Required action –
All of the data, word for word and free of pictures, is the expected result.

Extracted data –

----------------

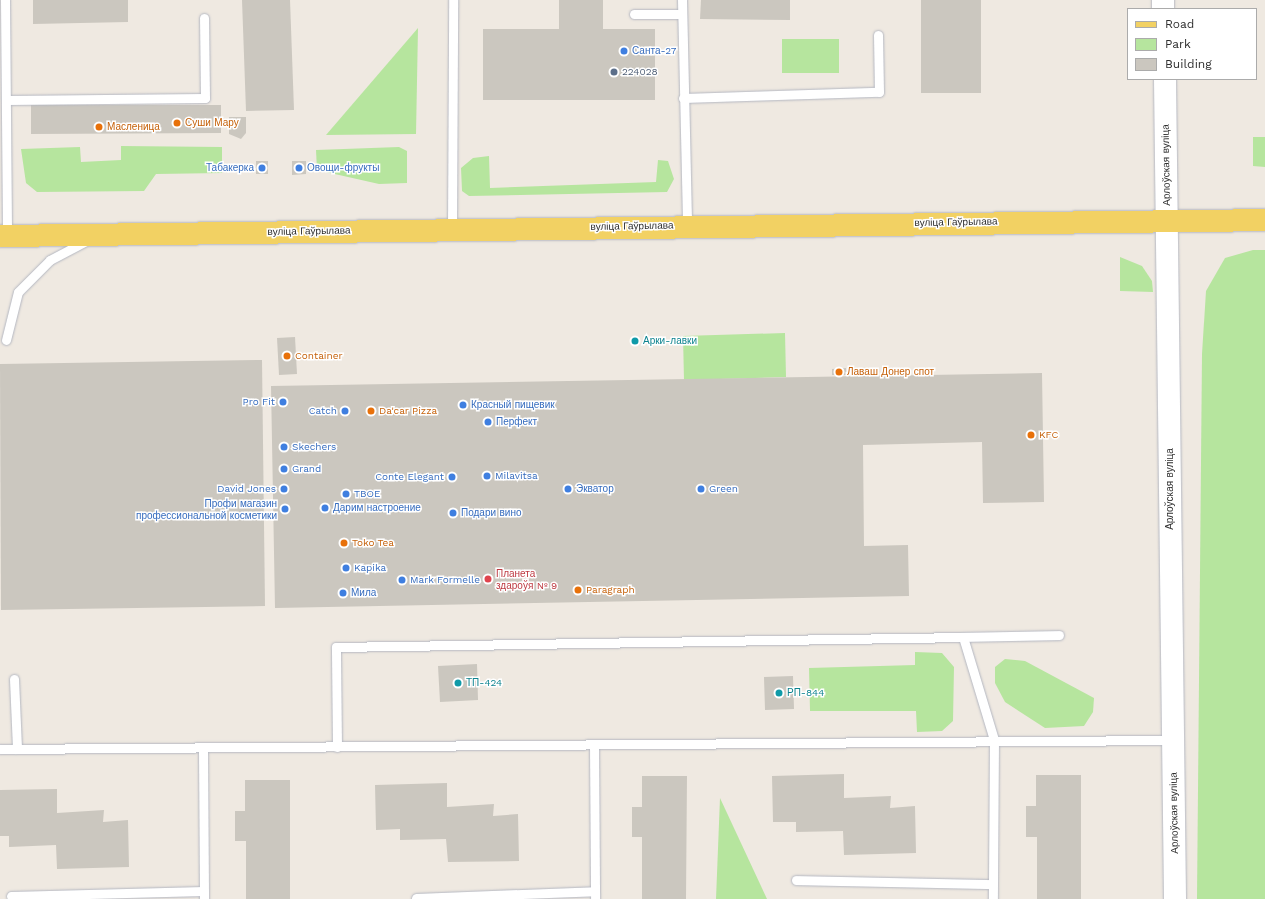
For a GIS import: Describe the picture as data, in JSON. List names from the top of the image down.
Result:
{
  "streets": {
    "main road": ["вуліца Гаўрылава"],
    "street": ["Арлоўская вуліца"]
  },
  "crossings": [
    ["Арлоўская вуліца", "вуліца Гаўрылава"]
  ],
  "places": [
    "Санта-27",
    "224028",
    "Суши Мару",
    "Масленица",
    "Табакерка",
    "Овощи-фрукты",
    "Арки-лавки",
    "Container",
    "Лаваш Донер спот",
    "Pro Fit",
    "Красный пищевик",
    "Catch",
    "Da'car Pizza",
    "Перфект",
    "KFC",
    "Skechers",
    "Grand",
    "Milavitsa",
    "Conte Elegant",
    "David Jones",
    "Экватор",
    "Green",
    "TBOE",
    "Дарим настроение",
    "Профи магазин профессиональной косметики",
    "Подари вино",
    "Toko Tea",
    "Kapika",
    "Планета здароўя № 9",
    "Mark Formelle",
    "Paragraph",
    "Мила",
    "ТП-424",
    "РП-844"
  ],
  "legend": ["Road", "Park", "Building"]
}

----------------

Exercise response –
For a GIS import: Describe the picture as data, in JSON. List names from the top of the image down.
Result:
{
  "streets": {
    "main road": ["вуліца Гаўрылава"],
    "street": ["Арлоўская вуліца"]
  },
  "crossings": [
    ["Арлоўская вуліца", "вуліца Гаўрылава"]
  ],
  "places": [
    "Санта-27",
    "224028",
    "Суши Мару",
    "Масленица",
    "Табакерка",
    "Овощи-фрукты",
    "Арки-лавки",
    "Container",
    "Лаваш Донер спот",
    "Pro Fit",
    "Красный пищевик",
    "Catch",
    "Da'car Pizza",
    "Перфект",
    "KFC",
    "Skechers",
    "Grand",
    "Milavitsa",
    "Conte Elegant",
    "David Jones",
    "Экватор",
    "Green",
    "TBOE",
    "Дарим настроение",
    "Профи магазин профессиональной косметики",
    "Подари вино",
    "Toko Tea",
    "Kapika",
    "Планета здароўя № 9",
    "Mark Formelle",
    "Paragraph",
    "Мила",
    "ТП-424",
    "РП-844"
  ],
  "legend": ["Road", "Park", "Building"]
}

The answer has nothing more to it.